**Work to be completed:** In the material below, print every line exactly and omit the pictures.

**Material supplied:**
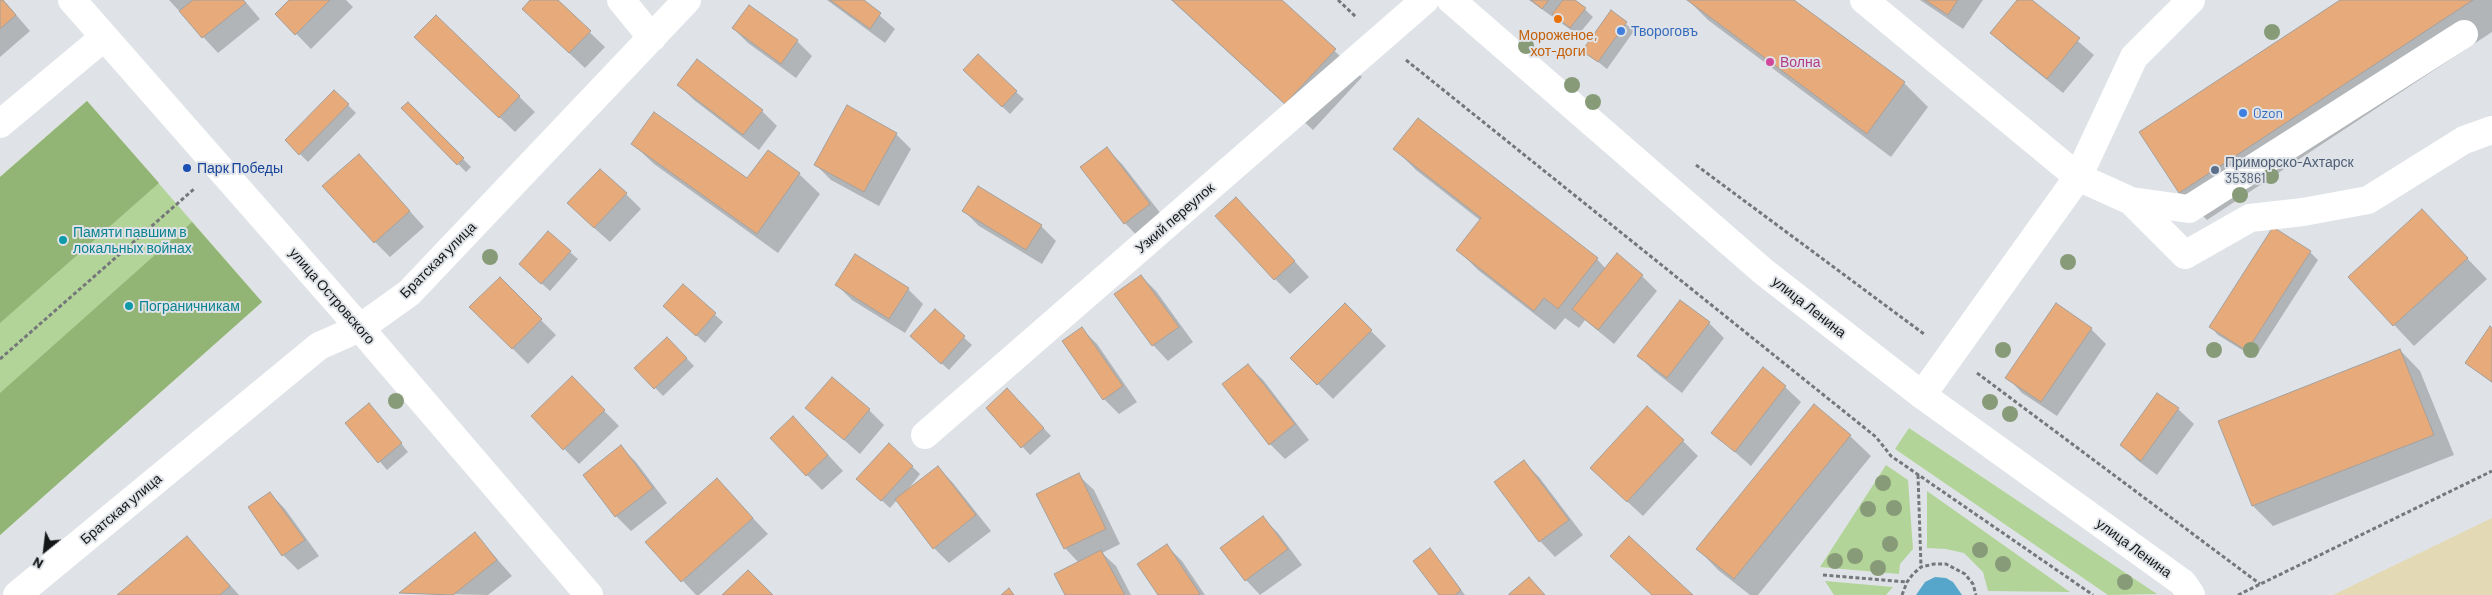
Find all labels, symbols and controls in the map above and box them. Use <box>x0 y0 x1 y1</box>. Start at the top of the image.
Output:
marker: Мороженое, хот-доги <box>1552 13 1564 25</box>
place label: Твороговъ <box>1631 23 1698 39</box>
marker: Твороговъ <box>1615 25 1627 37</box>
place label: Мороженое, хот-доги <box>1518 27 1598 59</box>
place label: Волна <box>1780 54 1821 70</box>
marker: Волна <box>1764 56 1776 68</box>
place label: Ozon <box>2253 105 2283 121</box>
marker: Ozon <box>2237 107 2249 119</box>
place label: Приморско-Ахтарск 353861 <box>2225 154 2354 186</box>
place label: Парк Победы <box>197 160 283 176</box>
marker: Парк Победы <box>181 162 193 174</box>
marker: Приморско-Ахтарск 353861 <box>2209 164 2221 176</box>
street label: Узкий переулок <box>1132 179 1218 257</box>
street label: Братская улица <box>396 218 480 302</box>
place label: Памяти павшим в локальных войнах <box>73 224 192 256</box>
marker: Памяти павшим в локальных войнах <box>57 234 69 246</box>
street label: улица Островского <box>286 244 378 348</box>
street label: улица Ленина <box>1769 273 1849 341</box>
place label: Пограничникам <box>139 298 240 314</box>
marker: Пограничникам <box>123 300 135 312</box>
street label: Братская улица <box>77 470 165 548</box>
street label: улица Ленина <box>2093 515 2175 581</box>
north arrow <box>20 525 70 575</box>
text: N <box>29 554 46 573</box>

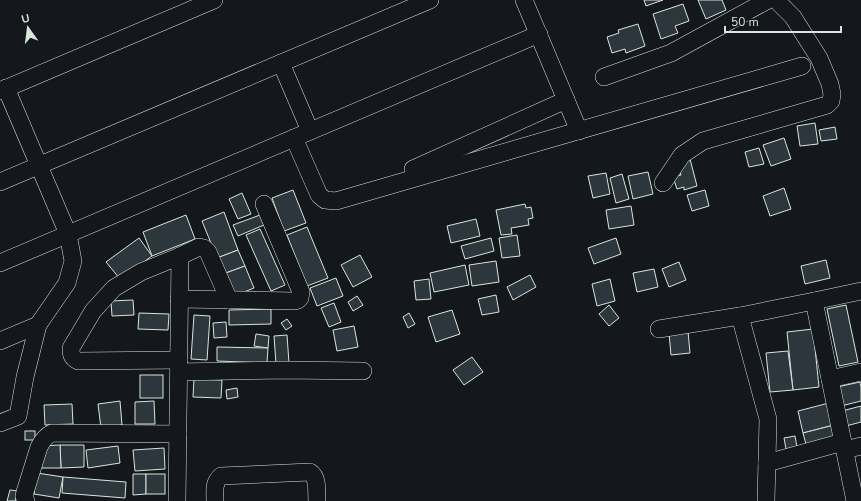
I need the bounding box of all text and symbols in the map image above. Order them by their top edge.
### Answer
north arrow [8,8,48,48]
scale bar [725,8,841,34]
text: U [20,11,31,27]
text: 50 m [731,14,759,30]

**Problem solution:**
Find all labels, symbols and controls in the map above and box them. Use <box>x0 y0 x1 y1</box>. Start at the top of the image.
Output:
marker: Мороженое, хот-доги <box>1552 13 1564 25</box>
place label: Твороговъ <box>1631 23 1698 39</box>
marker: Твороговъ <box>1615 25 1627 37</box>
place label: Мороженое, хот-доги <box>1518 27 1598 59</box>
place label: Волна <box>1780 54 1821 70</box>
marker: Волна <box>1764 56 1776 68</box>
place label: Ozon <box>2253 105 2283 121</box>
marker: Ozon <box>2237 107 2249 119</box>
place label: Приморско-Ахтарск 353861 <box>2225 154 2354 186</box>
place label: Парк Победы <box>197 160 283 176</box>
marker: Парк Победы <box>181 162 193 174</box>
marker: Приморско-Ахтарск 353861 <box>2209 164 2221 176</box>
street label: Узкий переулок <box>1132 179 1218 257</box>
street label: Братская улица <box>396 218 480 302</box>
place label: Памяти павшим в локальных войнах <box>73 224 192 256</box>
marker: Памяти павшим в локальных войнах <box>57 234 69 246</box>
street label: улица Островского <box>286 244 378 348</box>
street label: улица Ленина <box>1769 273 1849 341</box>
place label: Пограничникам <box>139 298 240 314</box>
marker: Пограничникам <box>123 300 135 312</box>
street label: Братская улица <box>77 470 165 548</box>
street label: улица Ленина <box>2093 515 2175 581</box>
north arrow <box>20 525 70 575</box>
text: N <box>29 554 46 573</box>

I need the bounding box of all text and symbols in the map image above. Order them by their top edge.
### Answer
north arrow [8,8,48,48]
scale bar [725,8,841,34]
text: U [20,11,31,27]
text: 50 m [731,14,759,30]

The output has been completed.